General information
EGI Core Services delivered in best effort way
- Broadcast circulated on July 6th
- Gap between EGI-ACE project (ended in June 2023) and the EOSC procurement that is going to find them (starting from Jan 2024)
- Delivery in maintenance mode, ensuring continuous operation and security system maintenance
- bugs fixing and application of security patches
- no implementation of new features
- no major upgrades
- expected slower response time to the tickets
Middleware
UMD
- Repo under testing: https://egirepo.a.incd.pt/test-url.html
- Supported OS (Alma Linux 9)
- Production Branck (release)
[UMD-5-testing]
baseurl=
- Supported OS (Alma Linux 9)
- New Frontend under testing (no public URL available)

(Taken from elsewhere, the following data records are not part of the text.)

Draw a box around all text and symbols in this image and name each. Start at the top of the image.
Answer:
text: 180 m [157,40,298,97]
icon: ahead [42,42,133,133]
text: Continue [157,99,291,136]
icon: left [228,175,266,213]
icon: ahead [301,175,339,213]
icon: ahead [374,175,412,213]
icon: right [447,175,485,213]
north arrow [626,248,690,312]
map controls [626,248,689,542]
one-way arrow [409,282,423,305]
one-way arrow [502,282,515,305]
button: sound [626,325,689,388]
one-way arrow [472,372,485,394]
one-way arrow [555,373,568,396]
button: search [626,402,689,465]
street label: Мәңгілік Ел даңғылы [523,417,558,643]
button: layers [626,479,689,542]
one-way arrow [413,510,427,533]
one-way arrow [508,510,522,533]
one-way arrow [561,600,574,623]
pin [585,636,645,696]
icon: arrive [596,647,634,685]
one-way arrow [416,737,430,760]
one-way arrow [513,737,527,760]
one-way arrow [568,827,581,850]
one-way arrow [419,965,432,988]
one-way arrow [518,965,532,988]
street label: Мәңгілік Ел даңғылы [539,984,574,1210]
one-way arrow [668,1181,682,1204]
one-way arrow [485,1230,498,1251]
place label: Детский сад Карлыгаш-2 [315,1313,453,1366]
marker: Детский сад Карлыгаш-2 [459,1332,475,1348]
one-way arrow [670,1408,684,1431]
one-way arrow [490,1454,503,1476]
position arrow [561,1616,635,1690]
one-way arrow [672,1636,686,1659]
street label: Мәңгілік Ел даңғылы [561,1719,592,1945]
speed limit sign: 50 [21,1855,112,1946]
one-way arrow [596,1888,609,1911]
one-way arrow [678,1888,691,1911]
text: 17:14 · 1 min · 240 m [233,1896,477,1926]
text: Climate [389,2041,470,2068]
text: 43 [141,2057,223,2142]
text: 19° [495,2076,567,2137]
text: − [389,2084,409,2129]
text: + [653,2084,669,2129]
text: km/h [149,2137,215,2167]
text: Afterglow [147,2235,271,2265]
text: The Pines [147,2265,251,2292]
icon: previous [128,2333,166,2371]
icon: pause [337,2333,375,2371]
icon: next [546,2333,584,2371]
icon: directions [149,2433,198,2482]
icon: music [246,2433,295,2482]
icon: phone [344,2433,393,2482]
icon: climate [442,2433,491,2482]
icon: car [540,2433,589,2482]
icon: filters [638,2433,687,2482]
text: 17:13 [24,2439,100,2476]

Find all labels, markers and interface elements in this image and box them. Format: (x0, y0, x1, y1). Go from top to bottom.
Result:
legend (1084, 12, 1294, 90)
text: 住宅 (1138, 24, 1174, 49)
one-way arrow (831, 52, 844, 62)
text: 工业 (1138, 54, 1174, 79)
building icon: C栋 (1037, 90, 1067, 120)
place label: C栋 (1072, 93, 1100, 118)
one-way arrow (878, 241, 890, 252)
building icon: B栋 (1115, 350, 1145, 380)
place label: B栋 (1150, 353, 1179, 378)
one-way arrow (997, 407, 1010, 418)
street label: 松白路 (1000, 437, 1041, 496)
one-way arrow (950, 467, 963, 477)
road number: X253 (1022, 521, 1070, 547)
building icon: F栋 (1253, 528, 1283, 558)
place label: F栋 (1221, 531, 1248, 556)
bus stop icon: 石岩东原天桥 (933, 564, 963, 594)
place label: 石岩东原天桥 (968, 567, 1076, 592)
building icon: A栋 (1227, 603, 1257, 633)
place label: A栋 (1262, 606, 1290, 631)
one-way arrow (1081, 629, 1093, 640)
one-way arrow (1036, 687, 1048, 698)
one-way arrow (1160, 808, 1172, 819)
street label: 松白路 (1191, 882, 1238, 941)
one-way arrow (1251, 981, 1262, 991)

- Will allow UMD-4 and UMD-5 using different infrasctures.
- Required changes at INCD / LIP infrascture
- Will allow UMD-4 and UMD-5 using different infrasctures.
- New Backend ready
- Missing Backend → FrontEnd automation
- New Functionalities:
- IPV6 and High Availabitiy
New infrastructure in production during 2nd half of July.
Operations
ARGO/SAM
- Monitoring of xrootd endpoints
- some endpoints are exposed outside the site in read-only mode
- need to modify the xrootd probe to execute only "read" tests
- the new service type "eu.egi.readonly.xrootd" was created for this purpose (see GGUS 160848)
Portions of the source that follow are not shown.